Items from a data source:
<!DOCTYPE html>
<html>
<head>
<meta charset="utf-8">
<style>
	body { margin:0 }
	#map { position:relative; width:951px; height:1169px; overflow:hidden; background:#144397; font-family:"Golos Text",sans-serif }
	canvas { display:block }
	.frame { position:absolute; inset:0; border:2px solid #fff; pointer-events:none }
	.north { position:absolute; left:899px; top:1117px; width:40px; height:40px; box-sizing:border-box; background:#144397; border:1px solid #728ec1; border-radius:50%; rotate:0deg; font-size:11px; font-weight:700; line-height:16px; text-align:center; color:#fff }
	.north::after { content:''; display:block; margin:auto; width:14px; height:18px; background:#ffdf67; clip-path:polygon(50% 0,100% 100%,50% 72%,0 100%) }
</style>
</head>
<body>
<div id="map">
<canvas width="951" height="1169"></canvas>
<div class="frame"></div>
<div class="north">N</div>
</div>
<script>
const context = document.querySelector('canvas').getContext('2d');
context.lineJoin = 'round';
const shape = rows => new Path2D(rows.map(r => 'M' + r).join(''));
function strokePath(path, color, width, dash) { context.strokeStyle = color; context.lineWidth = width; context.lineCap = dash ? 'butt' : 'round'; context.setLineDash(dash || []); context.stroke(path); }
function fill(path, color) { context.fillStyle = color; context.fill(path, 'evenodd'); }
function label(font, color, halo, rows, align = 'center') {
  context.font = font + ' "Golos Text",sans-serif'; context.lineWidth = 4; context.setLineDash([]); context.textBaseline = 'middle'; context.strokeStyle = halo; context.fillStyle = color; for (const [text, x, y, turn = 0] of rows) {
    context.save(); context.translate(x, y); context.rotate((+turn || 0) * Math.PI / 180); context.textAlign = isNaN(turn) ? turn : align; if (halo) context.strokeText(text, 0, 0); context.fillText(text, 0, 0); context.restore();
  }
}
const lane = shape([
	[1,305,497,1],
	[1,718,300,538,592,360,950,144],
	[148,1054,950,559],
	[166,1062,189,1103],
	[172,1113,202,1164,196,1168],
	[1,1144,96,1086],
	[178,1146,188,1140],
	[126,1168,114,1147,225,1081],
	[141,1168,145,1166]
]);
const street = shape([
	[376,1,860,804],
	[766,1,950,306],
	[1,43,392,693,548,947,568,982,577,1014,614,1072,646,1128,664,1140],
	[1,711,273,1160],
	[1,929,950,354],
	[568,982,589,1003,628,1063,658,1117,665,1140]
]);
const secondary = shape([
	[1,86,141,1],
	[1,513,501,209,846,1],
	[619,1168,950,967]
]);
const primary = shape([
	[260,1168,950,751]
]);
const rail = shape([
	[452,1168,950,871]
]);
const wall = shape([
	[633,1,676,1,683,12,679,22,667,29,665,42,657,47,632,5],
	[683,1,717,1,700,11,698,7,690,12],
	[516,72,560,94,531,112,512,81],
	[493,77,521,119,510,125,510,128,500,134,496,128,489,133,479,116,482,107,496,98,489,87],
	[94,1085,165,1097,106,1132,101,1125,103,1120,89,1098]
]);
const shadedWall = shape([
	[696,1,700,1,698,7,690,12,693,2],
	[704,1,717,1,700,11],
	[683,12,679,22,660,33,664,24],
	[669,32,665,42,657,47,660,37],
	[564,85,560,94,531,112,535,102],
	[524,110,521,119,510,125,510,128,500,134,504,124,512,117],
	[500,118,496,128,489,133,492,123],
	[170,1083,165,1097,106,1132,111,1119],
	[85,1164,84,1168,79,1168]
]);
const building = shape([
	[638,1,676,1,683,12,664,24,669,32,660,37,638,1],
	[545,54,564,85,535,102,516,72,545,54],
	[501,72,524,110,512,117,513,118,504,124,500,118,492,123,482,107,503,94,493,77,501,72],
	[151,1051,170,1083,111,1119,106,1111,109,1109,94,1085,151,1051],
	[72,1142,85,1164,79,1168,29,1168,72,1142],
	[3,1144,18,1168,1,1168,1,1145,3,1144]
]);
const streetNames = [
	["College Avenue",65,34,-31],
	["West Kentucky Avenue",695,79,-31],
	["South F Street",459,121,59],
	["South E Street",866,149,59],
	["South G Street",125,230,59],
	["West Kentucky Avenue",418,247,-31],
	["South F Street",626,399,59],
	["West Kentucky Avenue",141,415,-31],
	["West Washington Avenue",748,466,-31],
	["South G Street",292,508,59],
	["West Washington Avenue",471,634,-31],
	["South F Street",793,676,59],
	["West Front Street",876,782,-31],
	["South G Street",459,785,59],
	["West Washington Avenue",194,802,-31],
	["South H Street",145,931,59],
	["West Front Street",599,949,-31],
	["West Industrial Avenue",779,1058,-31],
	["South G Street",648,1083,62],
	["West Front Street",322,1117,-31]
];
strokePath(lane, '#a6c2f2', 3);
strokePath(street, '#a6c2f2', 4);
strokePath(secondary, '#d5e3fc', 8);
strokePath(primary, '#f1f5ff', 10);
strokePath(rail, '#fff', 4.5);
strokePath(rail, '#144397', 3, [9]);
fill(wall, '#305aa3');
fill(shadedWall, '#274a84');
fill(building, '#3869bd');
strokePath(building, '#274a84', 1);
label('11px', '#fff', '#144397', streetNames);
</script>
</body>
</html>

--- Assignment ---
Beginning at the line above that contains "function fill(path, color)", return each line exactly through the line that contains "[568,982,589,1003,628,1063,658,1117,665,1140]", and no others.

--- Answer to this problem ---
function fill(path, color) { context.fillStyle = color; context.fill(path, 'evenodd'); }
function label(font, color, halo, rows, align = 'center') {
  context.font = font + ' "Golos Text",sans-serif'; context.lineWidth = 4; context.setLineDash([]); context.textBaseline = 'middle'; context.strokeStyle = halo; context.fillStyle = color; for (const [text, x, y, turn = 0] of rows) {
    context.save(); context.translate(x, y); context.rotate((+turn || 0) * Math.PI / 180); context.textAlign = isNaN(turn) ? turn : align; if (halo) context.strokeText(text, 0, 0); context.fillText(text, 0, 0); context.restore();
  }
}
const lane = shape([
	[1,305,497,1],
	[1,718,300,538,592,360,950,144],
	[148,1054,950,559],
	[166,1062,189,1103],
	[172,1113,202,1164,196,1168],
	[1,1144,96,1086],
	[178,1146,188,1140],
	[126,1168,114,1147,225,1081],
	[141,1168,145,1166]
]);
const street = shape([
	[376,1,860,804],
	[766,1,950,306],
	[1,43,392,693,548,947,568,982,577,1014,614,1072,646,1128,664,1140],
	[1,711,273,1160],
	[1,929,950,354],
	[568,982,589,1003,628,1063,658,1117,665,1140]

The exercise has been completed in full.